En plus des racines, le FM a donc besoin d’ailes. (Je précise, A.I.L.E.S., même si parfois, le FM a besoin d’elle E.L.L.E.S. Je note d’ailleurs que le GODF, malgré la tradition est devenu mixte.) Ces ailes lui permettent de s’élever au-dessus des bassesses humaines, de prendre du recul, de la hauteur, afin de lutter davantage contre les penchants naturels et la facilité qu’engendrent la peur et le rejet. Ainsi éclairé, le FMcontinue sa marche inexorable vers la lumière et la Vérité. Conscient de n’être rien au regard des étoiles, conscient d’être un atome dans l’immensité de l’Univers, conscient de la fragilité de sa petite planète dans la chorégraphie cosmique, il n’est qu’un maillon éphémère dans la longue chaine maçonnique. Mais sa modeste condition renforce son devoir de préparer le monde de demain, de s’améliorer lui-même, pour son bien propre, et celui de l’humanité toute entière. Le Franc Maçon regarde le monde qui l’entoure, observe ces arbres bien plus anciens que lui, écoute dans les feuillages le bruit du vent qui peut être brise ou tempête, ressent sur sa peau la douceur environnante ou les morsures actuelles, goute le miel des abeilles ou l’amertume du rejet. Le FM est installé dans le monde qui l’entoure, mais regarde et marche vers les étoiles pour, en retour, changer le monde contemporain et préparer un monde à venir meilleur et plus éclairé. L’utopie est son œuvre. Il sait que toutes les avancées dans l’Histoire sont le fruits d’utopies inventées par des esprits libres et éclairés. Le FM ne renonce jamais et n’a que faire de reconnaissance. Quand on a des étoiles comme compagnes, on n’a que faire du regard de ses contemporains bipèdes quand il s’agit de travailler à l’avènement d’un monde plus juste et plus éclairé.

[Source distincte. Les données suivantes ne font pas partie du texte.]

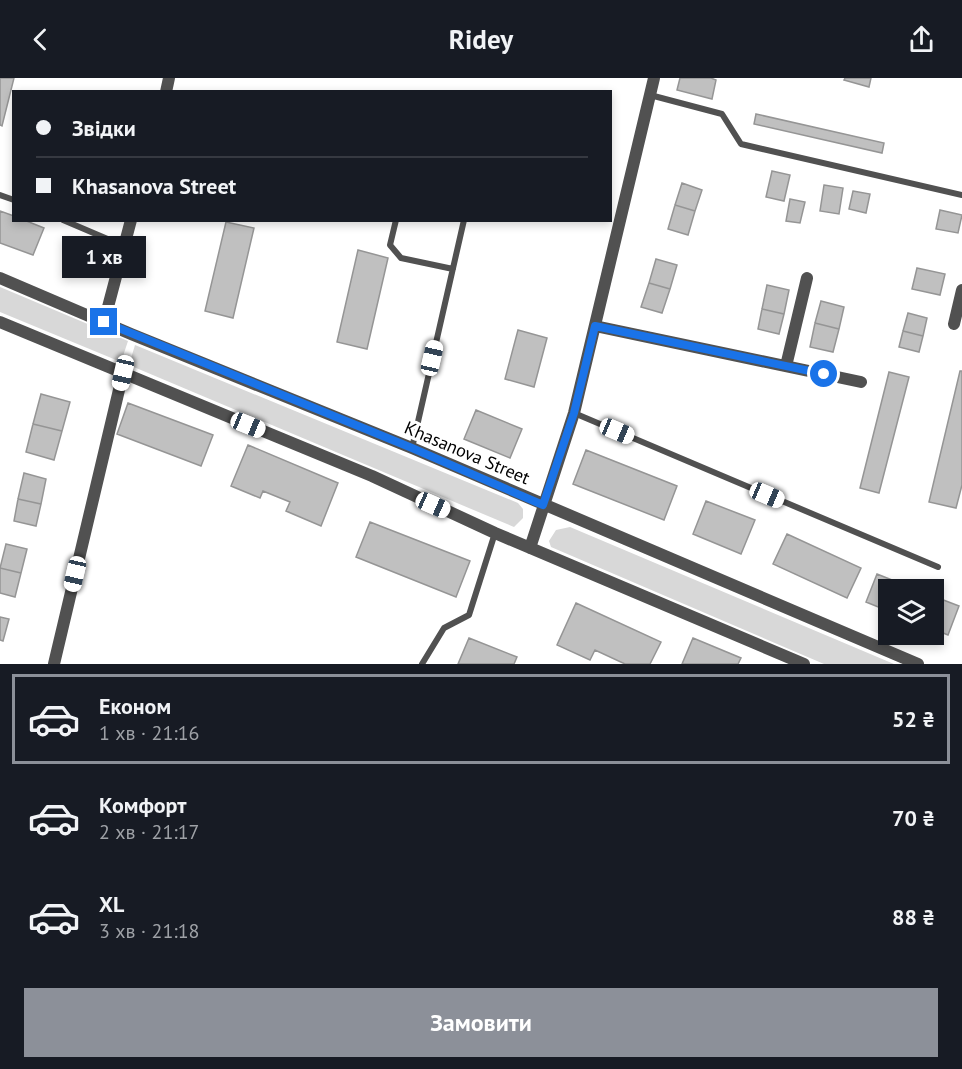 <!DOCTYPE html>
<html lang="uk">
<head>
<meta charset="utf-8">
<style>
  :root { --surface:#171b24; --page:#242831; --text:#f1f3f6; --muted:#9ea1a6; --line:#363941; --accent:#8c9099 }
  body { margin:0; font-family:"PT Sans",sans-serif; background:var(--page); color:var(--text); height:100vh; display:flex; flex-direction:column; font-size:22px; white-space:nowrap }
  * { box-sizing:border-box; margin:0 }
  p { font-size:20px; color:var(--muted) }
  .icon { flex:none; width:33px; height:33px; fill:none; stroke:currentColor; stroke-width:2; stroke-linecap:round; stroke-linejoin:round }
  .map { position:relative; height:586px; overflow:hidden }
  .drawer { display:flex; flex-direction:column; background:var(--surface); flex:1 }
  .drawer>* { flex:none }
  .hud { position:absolute; left:12px; top:12px; width:600px; height:132px; border-radius:0px; box-shadow:0 3px 9px #0003; display:grid; align-content:center; height:132px; padding:0 24px; background:var(--surface) }
  .tools { position:absolute; left:878px; top:501px; display:grid; gap:12px }
  .tools a { display:grid; place-items:center; width:66px; height:66px; border-radius:0px; background:var(--surface); box-shadow:0 3px 9px #0003; font-size:30px }
  .end { position:absolute; width:27px; height:27px; margin:-14px; border:8px solid #1a73e8; background:#fff; box-shadow:0 0 0 3px #fff }
  .from { border-radius:50% }
  .bubble { position:absolute; height:42px; border-radius:0px; background:var(--surface); box-shadow:0 3px 9px #0003; font-size:20px; font-weight:700; line-height:42px; text-align:center }
  .car { position:absolute; width:18px; height:36px; margin:-18px -9px; border-radius:8px; box-shadow:0 0 4px 2px #0007; background:linear-gradient(#fff 24%,#345 0 40%,#fff 0 76%,#345 0 86%,#fff 0) }
  .hud b { display:flex; align-items:center; gap:21px; height:57px; font-size:22px }
  .hud b+b { border-top:2px solid var(--line) }
  .hud i { width:15px; height:15px; background:var(--text) }
  ul { padding:10px 0 0; list-style:none }
  li { display:flex; align-items:center; gap:18px; height:90px; margin:0 12px 9px; padding:0 12px; border:3px solid transparent; border-radius:0px }
  li div { flex:1 }
  li b { display:block; font-size:22px }
  li em { font-style:normal; font-weight:700 }
  li.active { border-color:var(--accent) }
  li>.icon { width:54px; height:54px; stroke-width:1.5 }
  .cta { display:flex; gap:12px; margin-top:auto; padding:12px 24px }
  .cta a { flex:1; height:69px; border-radius:0px; background:var(--accent); color:#fff; font-size:24px; font-weight:700; line-height:69px; text-align:center }
  header { display:flex; justify-content:space-between; align-items:center; height:78px; padding:0 24px; background:var(--surface); font-size:27px; font-weight:700 }
  .map>svg:first-child { display:block }
  .green { fill:#d8d8d8 }
  .building { fill:#c0c0c0; stroke:#959595; stroke-width:1.5 }
  .lines { fill:none; stroke-linecap:round; stroke-linejoin:round }
  .service { stroke:#515151; stroke-width:6 }
  .minor { stroke:#515151; stroke-width:12 }
  .route { stroke:#1a73e8; stroke-width:8 }
  .labels { text-anchor:middle; stroke-width:6; stroke-linejoin:round; paint-order:stroke }
  .street-label { font-size:18px; fill:#000; stroke:#fff }
</style>
</head>
<body>
<header><svg class="icon" aria-label="back" viewBox="0 0 24 24"><path d="M15 5l-7 7 7 7"/></svg>Ridey<svg class="icon" aria-label="share" viewBox="0 0 24 24"><path d="M12 15V3M7 8l5-5 5 5M5 13v7h14v-7"/></svg></header>
<div class="map">
<svg width="962" height="586" viewBox="0 0 962 586">
  <rect width="100%" height="100%" fill="#fff"/>
  <!-- green -->
  <path class="green" d="M0,209L128,263L121,284L0,234Z
    M135,267L518,425L523,431V440L514,449L129,287Z
    M570,449L894,586H824L551,469L549,463L556,452Z"/>
  <!-- building -->
  <path class="building" d="M0,0H14L2,48L0,47Z
    M680,0H711L716,2L712,21L677,12Z
    M845,0H871L869,9L844,2Z
    M756,36L884,65L882,75L754,46Z
    M772,93L790,97L784,123L766,119Z
    M682,105L702,112L695,133L675,127Z
    M824,107L843,110L839,136L820,133Z
    M853,113L870,116L866,135L849,131Z
    M790,121L805,124L800,145L786,143Z
    M675,127L695,133L688,157L668,151Z
    M940,132L962,137L958,155L936,151Z
    M0,133L14,138V142H24L44,150L33,177L0,165Z
    M226,144L254,150L233,240L205,233Z
    M358,172L388,180L367,271L337,264Z
    M656,181L677,187L670,211L649,205Z
    M917,190L945,196L940,217L912,211Z
    M649,205L670,211L662,235L641,229Z
    M767,207L789,212L784,236L762,231Z
    M821,223L844,229L839,251L815,245Z
    M762,231L784,236L779,256L758,251Z
    M908,235L927,240L923,258L903,253Z
    M815,245L839,251L833,274L810,269Z
    M518,252L547,260L534,309L505,301Z
    M903,253L923,258L919,274L899,269Z
    M960,293H962V407L956,430L929,424Z
    M889,294L909,299L879,415L860,410Z
    M41,316L70,324L62,353L33,346Z
    M128,325L213,357L201,388L117,356Z
    M476,332L522,351L510,380L464,361Z
    M33,346L62,353L54,382L26,374Z
    M248,367L338,405L321,448L286,433L290,424L263,413L260,420L231,408Z
    M586,372L677,408L664,442L573,406Z
    M24,395L46,401L41,426L18,421Z
    M18,421L41,426L36,448L14,443Z
    M706,423L755,442L741,476L693,456Z
    M370,444L470,483L456,519L356,479Z
    M787,456L861,490L847,520L773,486Z
    M6,466L27,471L21,495L0,490Z
    M0,490L21,495L15,519L0,515Z
    M877,496L917,512H888V533L866,524Z
    M933,518L959,528L948,557L933,551Z
    M576,525L661,564L650,586H625L595,572L590,582L557,567Z
    M0,539L9,541L3,563L0,562Z
    M469,560L517,579L514,586H458Z
    M693,560L741,580L738,586H682Z"/>
  <g class="lines">
    <!-- service -->
    <path class="service" d="M650,17L722,36L741,66L962,117
      M0,117L14,122
      M63,142L124,168
      M396,142L390,167L401,180L453,191
      M574,335L938,489
      M412,370L464,142
      M422,586L444,550L469,537L495,455"/>
    <!-- minor -->
    <path class="minor" d="M166,14L169,0
      M0,200L131,256L412,370L918,586
      M0,244L372,398L495,455L804,586
      M104,244L131,142
      M954,246L962,212
      M595,248L861,304
      M786,288L807,200
      M530,470L574,335L654,0
      M54,586L123,295"/>
  </g>
  <g class="lines">
    <!-- route -->
    <path class="route" d="M104,244L412,370L543,427L574,335L595,248L824,296"/>
  </g>
  <g class="labels">
    <!-- street labels -->
    <g class="street-label">
      <text transform="translate(467 375) rotate(23)" y="6">Khasanova Street</text>
    </g>
  </g>
</svg>
<div class="tools">
<a><svg class="icon" aria-label="layers" viewBox="0 0 24 24"><path d="M12 4l9 5-9 5-9-5zM3 14l9 5 9-5"/></svg></a>
</div>
<i class="end from" style="left:824px;top:296px"></i>
<i class="end" style="left:104px;top:244px"></i>
<div class="bubble" style="left:62px;top:158px;width:84px">1 хв</div>
<i class="car" style="left:432px;top:280px;rotate:13deg"></i>
<i class="car" style="left:123px;top:295px;rotate:193deg"></i>
<i class="car" style="left:248px;top:347px;rotate:112deg"></i>
<i class="car" style="left:617px;top:353px;rotate:113deg"></i>
<i class="car" style="left:767px;top:417px;rotate:113deg"></i>
<i class="car" style="left:433px;top:427px;rotate:114deg"></i>
<i class="car" style="left:75px;top:496px;rotate:193deg"></i>
<div class="hud">
<b><i class="from"></i>Звідки</b>
<b><i></i>Khasanova Street</b>
</div>
</div>
<section class="drawer">
<ul>
<li class="active"><svg class="icon" aria-label="car" viewBox="0 0 24 24"><path d="M5 17H2v-5l4-1 3-4h7l3 4 3 1v5h-3M9 17h6M6 11h13"/><circle cx="7" cy="17" r="2"/><circle cx="17" cy="17" r="2"/></svg><div><b>Економ</b><p>1 хв · 21:16</p></div><em>52 ₴</em></li>
<li><svg class="icon" aria-label="car" viewBox="0 0 24 24"><path d="M5 17H2v-5l4-1 3-4h7l3 4 3 1v5h-3M9 17h6M6 11h13"/><circle cx="7" cy="17" r="2"/><circle cx="17" cy="17" r="2"/></svg><div><b>Комфорт</b><p>2 хв · 21:17</p></div><em>70 ₴</em></li>
<li><svg class="icon" aria-label="car" viewBox="0 0 24 24"><path d="M5 17H2v-5l4-1 3-4h7l3 4 3 1v5h-3M9 17h6M6 11h13"/><circle cx="7" cy="17" r="2"/><circle cx="17" cy="17" r="2"/></svg><div><b>XL</b><p>3 хв · 21:18</p></div><em>88 ₴</em></li>
</ul>
<div class="cta"><a>Замовити</a></div>
</section>
</body>
</html>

Alors les FMet les FMaçonnes travaillent, sans relâche, se remettent en question, et avec courage et munis de leurs outils, œuvrent à la construction d’un Temple toujours plus humaniste.
J’ai eu, pendant trois ans, l’immense honneur et le plaisir, la lourde tâche et le bonheur de conduire les travaux de notre Respectable Loge Le Réveil du Béarn, vieille dame née en 1888, mais fringante, inventive, germinale, et enthousiaste, ne reculant jamais devant les difficultés, toujours prête à se remettre en question, reposant sur une transmission toujours fraternelle. Et, si je suis rentré au côtés de notre VM élu, Philippe tout à l’heure au commencement de nos travaux, c’est pour manifester l’immense plaisir de le voir, avec son collège, accéder aux commandes de notre Atelier. Car nous savons tous que nous ne sommes que de passage et que l’avancée de nos projets passe par le renouvellement de nos effectifs. Place aux jeunes ! Place à cette jeunesse qui est seule compétente pour les combats contemporains. La maçonnerie d’aujourd’hui n’est plus celle d’hier. Elle doit s’adapter. Elle doit communiquer, elle doit s’extérioriser, dire et expliquer quels sont ses engagements, quelles sont ses luttes, quels sont les dangers qui nous entourent. Elle doit offrir des axes de progrès, éclairer le monde profane, servir de moteur et de force de proposition à la société qui nous entoure.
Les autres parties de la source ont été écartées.